YOUR GOAL: Without the pictures, copy the entries below word for word.

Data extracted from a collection
○ ○ ○ ○

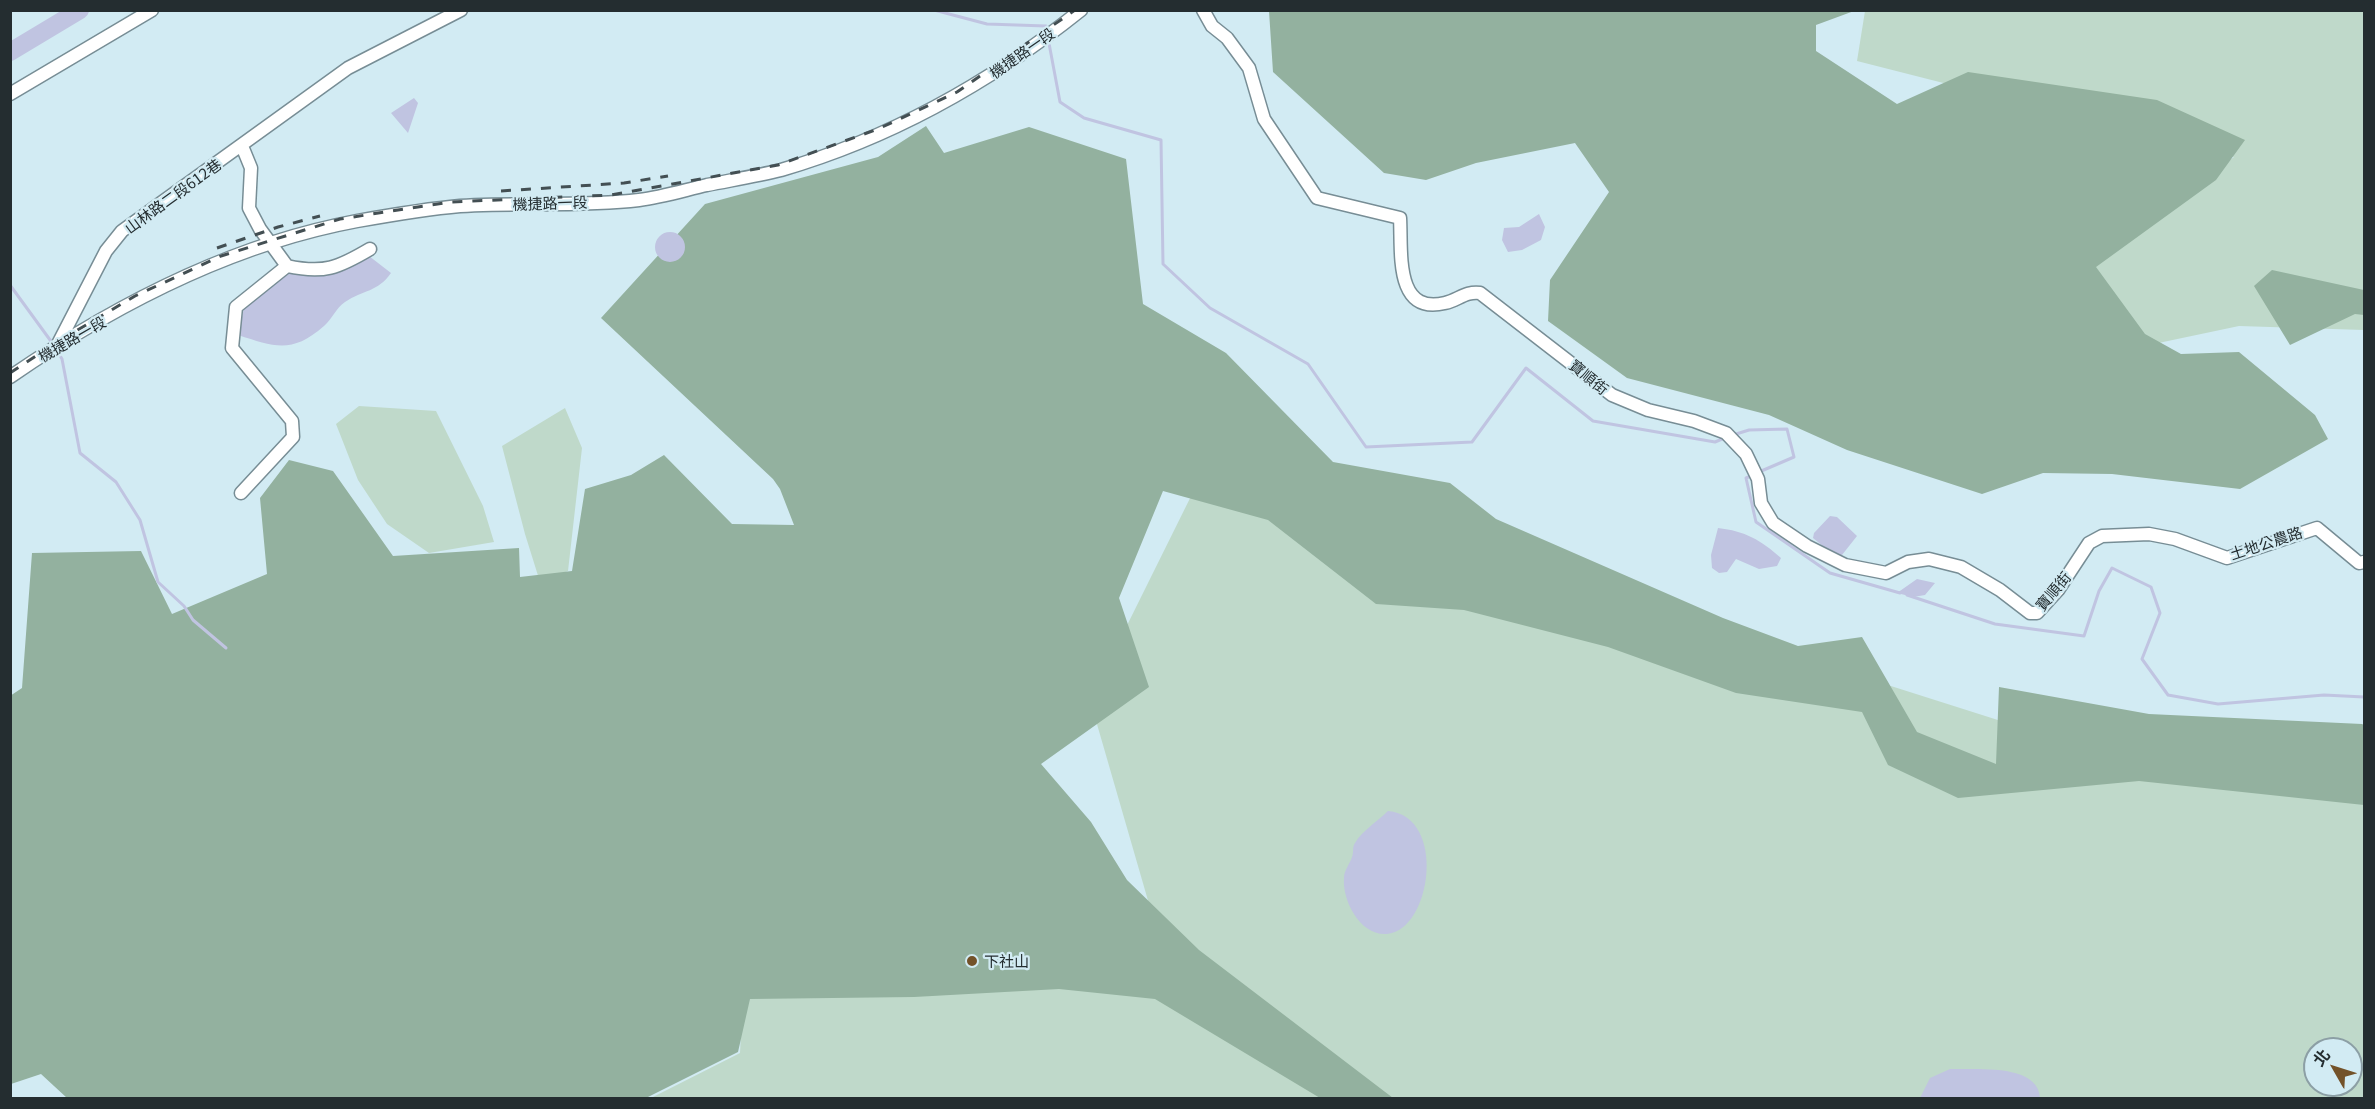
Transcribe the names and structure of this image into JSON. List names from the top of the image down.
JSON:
{
  "streets": {
    "street": [
      "機捷路一段",
      "山林路二段612巷",
      "寶順街",
      "土地公農路"
    ]
  },
  "crossings": [
    ["機捷路一段", "山林路二段612巷"],
    ["寶順街", "土地公農路"]
  ],
  "places": ["下社山"],
  "north": "top left"
}
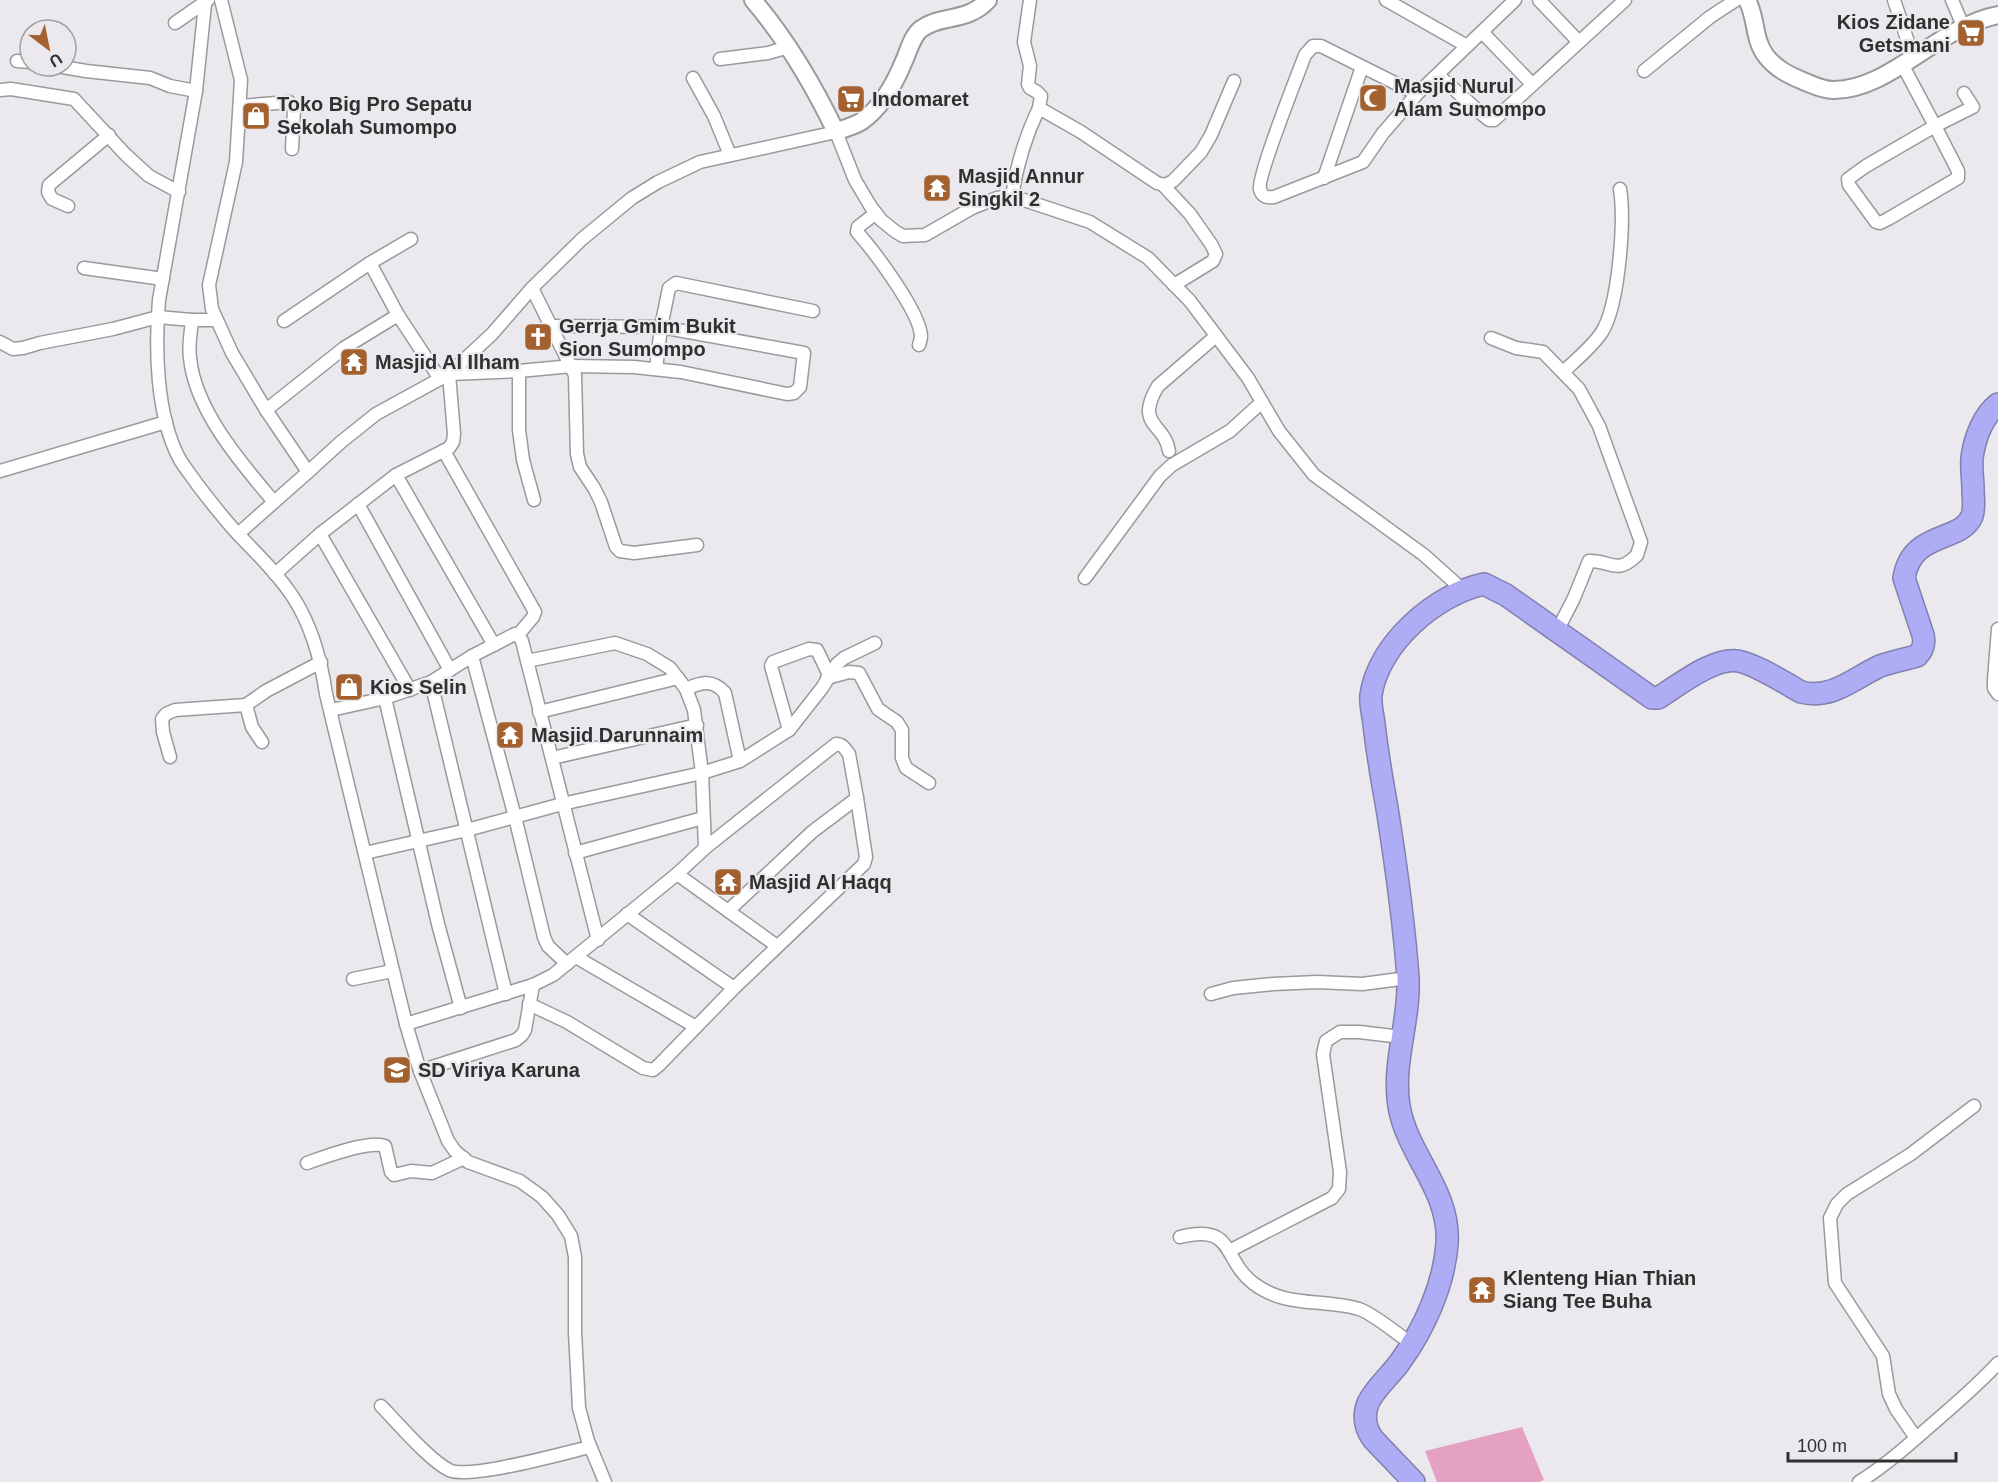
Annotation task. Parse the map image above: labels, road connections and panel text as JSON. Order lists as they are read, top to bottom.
{
  "places": {
    "supermarket": ["Kios Zidane Getsmani", "Indomaret"],
    "mosque": ["Masjid Nurul Alam Sumompo"],
    "shop": ["Toko Big Pro Sepatu Sekolah Sumompo", "Kios Selin"],
    "temple": [
      "Masjid Annur Singkil 2",
      "Masjid Al Ilham",
      "Masjid Darunnaim",
      "Masjid Al Haqq",
      "Klenteng Hian Thian Siang Tee Buha"
    ],
    "church": ["Gerrja Gmim Bukit Sion Sumompo"],
    "school or university": ["SD Viriya Karuna"]
  },
  "scale_bar": "100 m",
  "north": "bottom right"
}
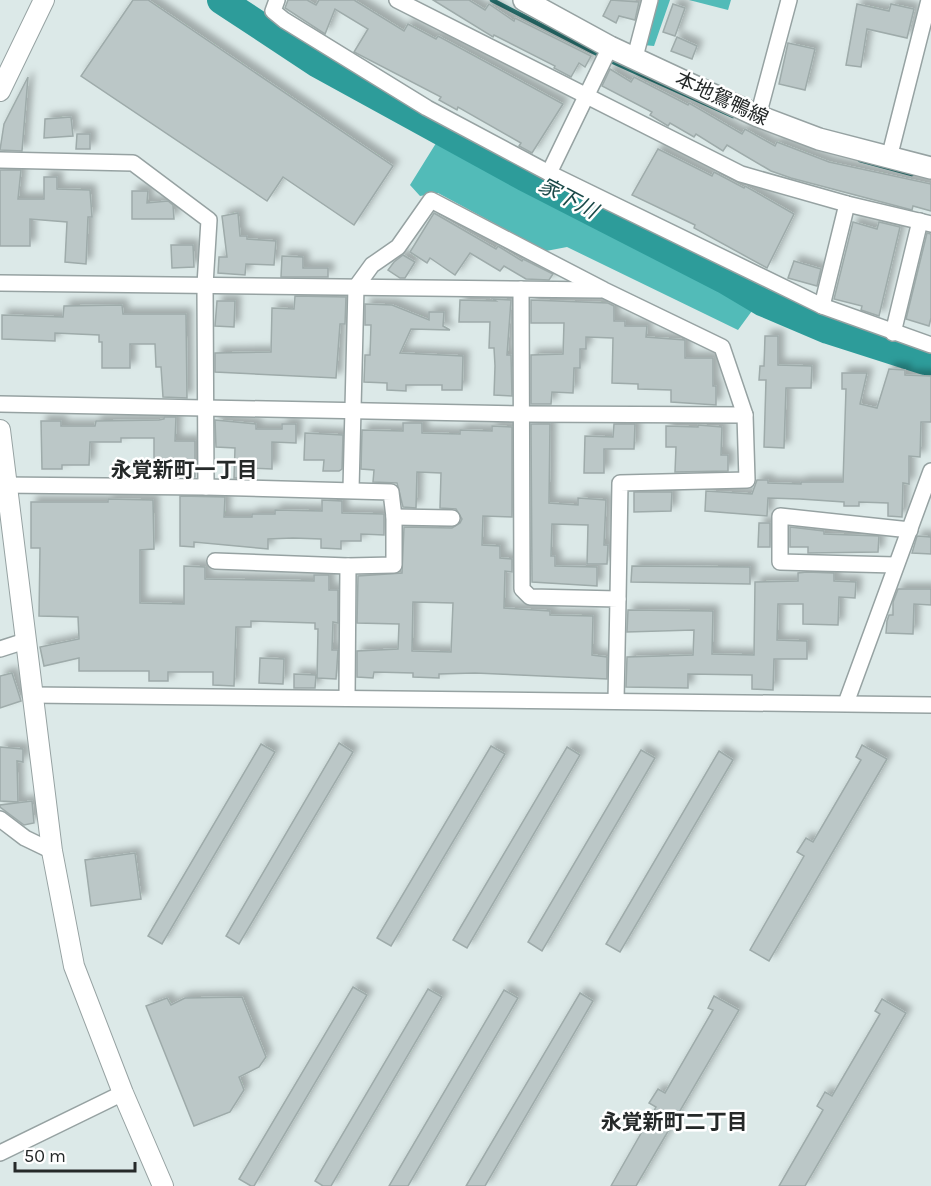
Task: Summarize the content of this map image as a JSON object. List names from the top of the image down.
{
  "streets": {
    "main road": ["本地鴛鴨線"]
  },
  "districts": ["永覚新町一丁目", "永覚新町二丁目"],
  "water": ["家下川"],
  "scale_bar": "50 m"
}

○ ○ ○ ○

TASK RESPONSE:
Transcribe the names and structure of this image into JSON. List names from the top of the image down.
JSON:
{
  "streets": {
    "street": [
      "機捷路一段",
      "山林路二段612巷",
      "寶順街",
      "土地公農路"
    ]
  },
  "crossings": [
    ["機捷路一段", "山林路二段612巷"],
    ["寶順街", "土地公農路"]
  ],
  "places": ["下社山"],
  "north": "top left"
}
Annotation task. Parse the map image above: labels, road connections and panel text as JSON. Order lists as they are read, top to bottom.
{
  "places": {
    "supermarket": ["Kios Zidane Getsmani", "Indomaret"],
    "mosque": ["Masjid Nurul Alam Sumompo"],
    "shop": ["Toko Big Pro Sepatu Sekolah Sumompo", "Kios Selin"],
    "temple": [
      "Masjid Annur Singkil 2",
      "Masjid Al Ilham",
      "Masjid Darunnaim",
      "Masjid Al Haqq",
      "Klenteng Hian Thian Siang Tee Buha"
    ],
    "church": ["Gerrja Gmim Bukit Sion Sumompo"],
    "school or university": ["SD Viriya Karuna"]
  },
  "scale_bar": "100 m",
  "north": "bottom right"
}
Task: Summarize the content of this map image as a JSON object. List names from the top of the image down.
{
  "streets": {
    "main road": ["本地鴛鴨線"]
  },
  "districts": ["永覚新町一丁目", "永覚新町二丁目"],
  "water": ["家下川"],
  "scale_bar": "50 m"
}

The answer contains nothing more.